• _THE TASK_
Omit the pictures and output exactly the lines from the start of the entries through the line containing "position:relative; width:2424px; height:429px;".

*** Opening DATA FOR THIS TASK ***

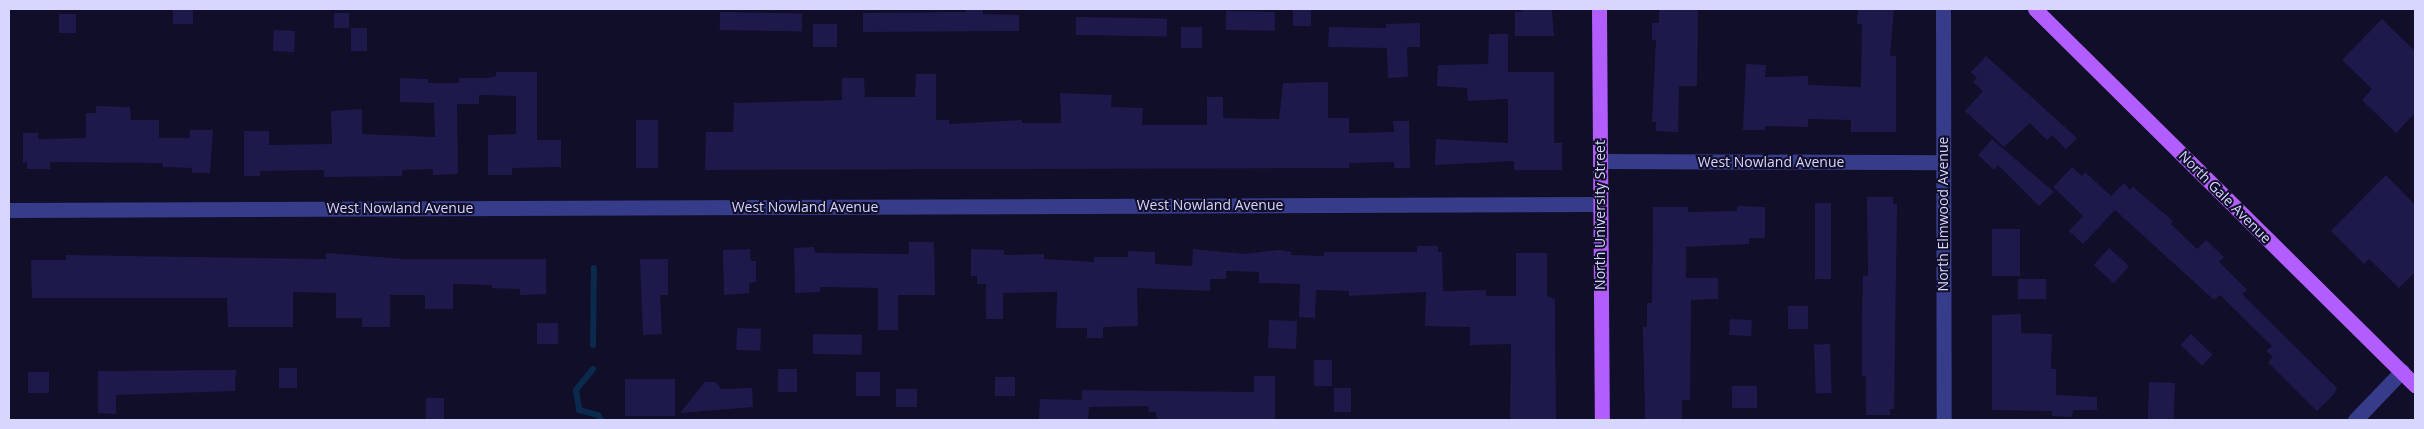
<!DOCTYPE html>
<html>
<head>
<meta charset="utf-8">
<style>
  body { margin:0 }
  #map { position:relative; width:2424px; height:429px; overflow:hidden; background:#100e29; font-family:"Open Sans",sans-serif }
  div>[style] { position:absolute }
  .stream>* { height:6px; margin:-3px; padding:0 3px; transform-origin:3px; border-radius:3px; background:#09294d }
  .building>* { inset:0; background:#1e194b; transform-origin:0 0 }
  .minor>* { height:15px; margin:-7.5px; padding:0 7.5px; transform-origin:7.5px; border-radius:7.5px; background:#373c8a }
  .major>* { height:15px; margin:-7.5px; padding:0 7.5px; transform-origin:7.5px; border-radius:7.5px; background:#b25dff }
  span { translate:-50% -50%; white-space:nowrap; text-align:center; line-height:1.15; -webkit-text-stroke:4px #100e29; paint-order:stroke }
  .street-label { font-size:14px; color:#d7d6ff }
  .frame { position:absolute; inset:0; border:10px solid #d7d6ff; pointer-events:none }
</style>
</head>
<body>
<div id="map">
  <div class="stream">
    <i style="left:593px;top:345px;width:77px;rotate:-89.3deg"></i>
    <i style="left:593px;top:369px;width:27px;rotate:129deg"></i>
    <i style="left:576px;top:390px;width:20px;rotate:81deg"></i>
    <i style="left:579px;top:410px;width:20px;rotate:15deg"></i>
    <i style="left:598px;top:415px;width:6px;rotate:59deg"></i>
  </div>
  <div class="building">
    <i style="left:173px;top:9px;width:20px;height:15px"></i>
    <i style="clip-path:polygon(966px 9px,983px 9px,983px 14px,1019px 15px,1019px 31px,863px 32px,863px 13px,966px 12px)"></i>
    <i style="left:1293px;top:9px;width:18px;height:17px"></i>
    <i style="clip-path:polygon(1521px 9px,1552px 9px,1554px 36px,1515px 36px,1515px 12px,1521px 12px)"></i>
    <i style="clip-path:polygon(1659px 9px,1698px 9px,1697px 86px,1679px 86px,1678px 132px,1656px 131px,1656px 122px,1652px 122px,1656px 40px,1652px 40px,1652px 23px,1659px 23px)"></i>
    <i style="clip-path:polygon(1858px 9px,1894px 9px,1890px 56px,1896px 56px,1896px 132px,1851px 132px,1851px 120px,1808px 119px,1808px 127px,1765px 126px,1765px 130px,1743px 130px,1746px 64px,1766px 65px,1765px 77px,1808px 76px,1808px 85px,1861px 87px,1862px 24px,1857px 24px)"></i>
    <i style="left:1226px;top:11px;width:49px;height:19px;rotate:1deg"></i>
    <i style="left:720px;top:12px;width:82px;height:18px;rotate:1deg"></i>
    <i style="left:334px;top:13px;width:15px;height:15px"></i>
    <i style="left:76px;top:14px;width:19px;height:17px;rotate:90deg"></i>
    <i style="left:1076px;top:17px;width:91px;height:18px;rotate:1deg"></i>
    <i style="clip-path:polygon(2382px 19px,2415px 51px,2415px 113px,2396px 133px,2362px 100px,2372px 89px,2342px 60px)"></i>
    <i style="clip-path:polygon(1420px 23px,1420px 47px,1407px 47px,1408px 77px,1388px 78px,1387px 48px,1328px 47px,1329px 27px,1386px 28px,1386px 24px)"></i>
    <i style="left:813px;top:24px;width:24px;height:23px"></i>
    <i style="left:1181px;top:27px;width:21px;height:21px"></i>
    <i style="left:351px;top:28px;width:16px;height:23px"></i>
    <i style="left:274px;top:30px;width:21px;height:21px;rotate:3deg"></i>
    <i style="clip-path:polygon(1489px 34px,1508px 34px,1508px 72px,1554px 72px,1554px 143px,1562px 143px,1562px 170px,1514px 170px,1514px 161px,1435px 165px,1436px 139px,1508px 143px,1508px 99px,1468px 101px,1467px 88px,1437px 86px,1438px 65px,1488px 64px)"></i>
    <i style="clip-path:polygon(1986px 56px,2077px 138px,2066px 149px,2052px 135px,2047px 140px,2030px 123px,2004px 147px,1965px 111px,1983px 91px,1973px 82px,1977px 78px,1971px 72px)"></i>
    <i style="clip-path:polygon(496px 72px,537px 72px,537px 140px,561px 140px,561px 167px,512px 168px,512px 175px,488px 175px,488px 135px,516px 134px,516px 96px,479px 95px,479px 104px,457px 104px,458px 174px,433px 175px,433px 169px,402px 170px,402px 176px,324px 177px,324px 170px,260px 171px,260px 176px,244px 176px,244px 131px,269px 131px,269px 145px,332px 144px,331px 111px,362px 109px,362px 134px,435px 137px,434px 103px,400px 102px,400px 78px,428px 79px,428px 83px,459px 83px,459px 78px,488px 78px,496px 76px)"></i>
    <i style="clip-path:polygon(916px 74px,936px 74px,936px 120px,949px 120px,949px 124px,1022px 120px,1022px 123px,1061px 123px,1060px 93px,1112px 95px,1111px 107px,1143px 108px,1142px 125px,1207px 125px,1207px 97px,1223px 97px,1223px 118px,1279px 119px,1283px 83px,1328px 82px,1328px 118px,1349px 118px,1349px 133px,1394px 132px,1393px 121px,1409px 121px,1410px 168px,1394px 168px,1394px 162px,1349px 163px,1349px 168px,705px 170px,706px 132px,733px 132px,734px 103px,842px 100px,842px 78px,864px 78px,865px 97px,915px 97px)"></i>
    <i style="clip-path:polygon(96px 106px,130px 107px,131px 120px,159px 120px,159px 138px,190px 138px,190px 130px,213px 130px,210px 173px,192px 173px,192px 168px,163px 167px,163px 163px,50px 162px,50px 169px,27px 169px,27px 162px,23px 163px,23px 133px,38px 133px,38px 139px,86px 138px,86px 113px,96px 113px)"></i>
    <i style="left:636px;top:120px;width:22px;height:48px"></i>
    <i style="clip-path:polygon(1992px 139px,2054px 192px,2039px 206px,1998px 165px,1994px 170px,1978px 155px)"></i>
    <i style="clip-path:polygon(2072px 167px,2082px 176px,2085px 172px,2111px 196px,2124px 183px,2130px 190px,2133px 187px,2173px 221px,2171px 224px,2197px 249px,2206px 240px,2224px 257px,2219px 262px,2247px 290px,2242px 294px,2337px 388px,2334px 394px,2317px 411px,2268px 362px,2273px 357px,2266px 351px,2272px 346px,2220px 295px,2214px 300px,2115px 210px,2083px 244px,2069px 231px,2083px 216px,2053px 187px)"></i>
    <i style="clip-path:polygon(2386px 175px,2415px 205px,2415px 272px,2399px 288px,2369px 259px,2364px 264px,2331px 231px)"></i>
    <i style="clip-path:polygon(1867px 197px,1893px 197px,1893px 204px,1897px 204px,1894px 409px,1890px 409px,1890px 415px,1866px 415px,1866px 376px,1862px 376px,1862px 314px,1863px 276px,1868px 276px)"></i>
    <i style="left:1815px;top:203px;width:16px;height:76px"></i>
    <i style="clip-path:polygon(1737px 206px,1765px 207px,1765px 238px,1749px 238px,1749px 244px,1686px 247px,1686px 278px,1718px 278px,1718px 299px,1691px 300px,1690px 400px,1682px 400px,1682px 420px,1645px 420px,1643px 327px,1647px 327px,1647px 303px,1652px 303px,1653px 207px,1688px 207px,1688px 212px,1737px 211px)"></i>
    <i style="left:1992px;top:229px;width:28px;height:47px"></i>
    <i style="clip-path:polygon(909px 242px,934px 242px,935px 295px,898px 295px,898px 330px,878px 330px,878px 288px,820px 287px,820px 292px,795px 293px,794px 248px,814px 247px,815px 253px,909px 254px)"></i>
    <i style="clip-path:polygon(1417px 246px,1438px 246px,1438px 252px,1442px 252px,1443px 291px,1486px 290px,1486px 296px,1516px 296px,1516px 253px,1547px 253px,1547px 296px,1555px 299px,1556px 420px,1510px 420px,1511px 344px,1470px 345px,1470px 327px,1425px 326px,1426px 292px,1349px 296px,1349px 291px,1316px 290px,1315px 318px,1299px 317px,1300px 284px,1259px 283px,1259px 272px,1226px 271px,1226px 279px,1210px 279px,1210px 291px,1137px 288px,1138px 326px,1103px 327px,1103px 338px,1087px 338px,1087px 328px,1056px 328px,1057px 292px,1003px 293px,1003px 319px,986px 319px,986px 284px,977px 284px,977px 276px,971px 276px,971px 249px,1004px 250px,1004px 255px,1044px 254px,1044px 259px,1094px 262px,1094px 257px,1128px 257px,1128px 251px,1155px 252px,1155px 264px,1192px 266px,1193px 249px,1245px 254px,1279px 250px,1291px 252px,1291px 255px,1324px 256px,1324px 252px,1417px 252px)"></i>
    <i style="left:2109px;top:248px;width:27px;height:23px;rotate:42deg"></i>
    <i style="clip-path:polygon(750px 249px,751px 261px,756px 261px,756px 282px,749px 283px,749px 293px,724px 295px,723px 250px)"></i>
    <i style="clip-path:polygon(326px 253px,405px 259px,546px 259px,546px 294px,520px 295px,520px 289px,492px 288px,492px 285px,453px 284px,453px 309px,425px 309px,425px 295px,390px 295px,390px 327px,362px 327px,362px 318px,336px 318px,336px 293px,293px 292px,293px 327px,228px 327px,227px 298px,32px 298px,31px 260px,66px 260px,66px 255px,326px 259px)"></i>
    <i style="clip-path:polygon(640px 259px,668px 259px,668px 295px,660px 295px,662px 334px,643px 335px)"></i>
    <i style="left:2018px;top:279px;width:28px;height:20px"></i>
    <i style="left:1808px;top:306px;width:23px;height:20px;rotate:90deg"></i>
    <i style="clip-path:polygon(2021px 314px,2021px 333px,2052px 334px,2051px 369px,2056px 369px,2056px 395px,2097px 397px,2097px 410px,2073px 410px,2072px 417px,2052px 416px,2052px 411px,1992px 410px,1992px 315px)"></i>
    <i style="left:1730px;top:319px;width:22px;height:16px;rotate:3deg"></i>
    <i style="left:1269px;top:320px;width:28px;height:28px;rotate:2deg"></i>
    <i style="left:537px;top:323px;width:21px;height:21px"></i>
    <i style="left:737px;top:328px;width:24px;height:22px;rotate:2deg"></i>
    <i style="left:813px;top:334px;width:49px;height:20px;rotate:1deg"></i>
    <i style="left:2191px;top:334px;width:30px;height:15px;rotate:44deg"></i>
    <i style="left:1830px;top:344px;width:49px;height:16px;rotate:88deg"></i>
    <i style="left:1314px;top:360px;width:18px;height:26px"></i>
    <i style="left:279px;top:368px;width:18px;height:20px"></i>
    <i style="left:778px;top:369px;width:19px;height:23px"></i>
    <i style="clip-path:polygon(236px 370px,235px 391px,116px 395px,116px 414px,98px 413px,98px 371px)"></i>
    <i style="left:28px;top:372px;width:21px;height:21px"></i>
    <i style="left:856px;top:372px;width:24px;height:24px"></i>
    <i style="clip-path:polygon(1254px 376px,1275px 376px,1275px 420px,1157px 420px,1156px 412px,1149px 412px,1148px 406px,1089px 407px,1088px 420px,1039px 419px,1040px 399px,1082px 400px,1082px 390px,1254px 392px)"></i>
    <i style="left:995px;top:377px;width:20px;height:19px"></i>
    <i style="left:625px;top:379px;width:50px;height:37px"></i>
    <i style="clip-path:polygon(705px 382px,716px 382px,721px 389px,752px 388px,753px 407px,680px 413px)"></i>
    <i style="left:2149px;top:382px;width:26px;height:38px;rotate:2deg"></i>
    <i style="left:1757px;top:386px;width:22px;height:25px;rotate:90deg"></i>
    <i style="left:1334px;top:388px;width:17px;height:24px"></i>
    <i style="left:896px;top:389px;width:21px;height:18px"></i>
    <i style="left:426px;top:398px;width:18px;height:22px"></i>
  </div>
  <div class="minor">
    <i style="left:1943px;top:9px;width:411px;rotate:89.9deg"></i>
    <i style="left:1600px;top:161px;width:342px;rotate:0.2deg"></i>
    <i style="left:9px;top:210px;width:1591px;rotate:-0.22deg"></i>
    <i style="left:2355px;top:420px;width:68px;rotate:-46.2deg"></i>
  </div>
  <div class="major">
    <i style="left:1599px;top:9px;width:411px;rotate:89.6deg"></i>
    <i style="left:2035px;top:9px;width:535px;rotate:44.7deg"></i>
  </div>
  <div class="street-label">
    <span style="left:1771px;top:162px">West Nowland Avenue</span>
    <span style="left:2225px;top:197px;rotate:45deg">North Gale Avenue</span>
    <span style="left:1210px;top:205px">West Nowland Avenue</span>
    <span style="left:805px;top:207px">West Nowland Avenue</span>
    <span style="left:400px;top:208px">West Nowland Avenue</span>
    <span style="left:1943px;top:214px;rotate:-90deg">North Elmwood Avenue</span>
    <span style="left:1600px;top:215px;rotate:-90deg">North University Street</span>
  </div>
  <div class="frame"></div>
</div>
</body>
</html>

*** Closing DATA FOR THIS TASK ***

• _WRITTEN SOLUTION_
<!DOCTYPE html>
<html>
<head>
<meta charset="utf-8">
<style>
  body { margin:0 }
  #map { position:relative; width:2424px; height:429px; overflow:hidden; background:#100e29; font-family:"Open Sans",sans-serif }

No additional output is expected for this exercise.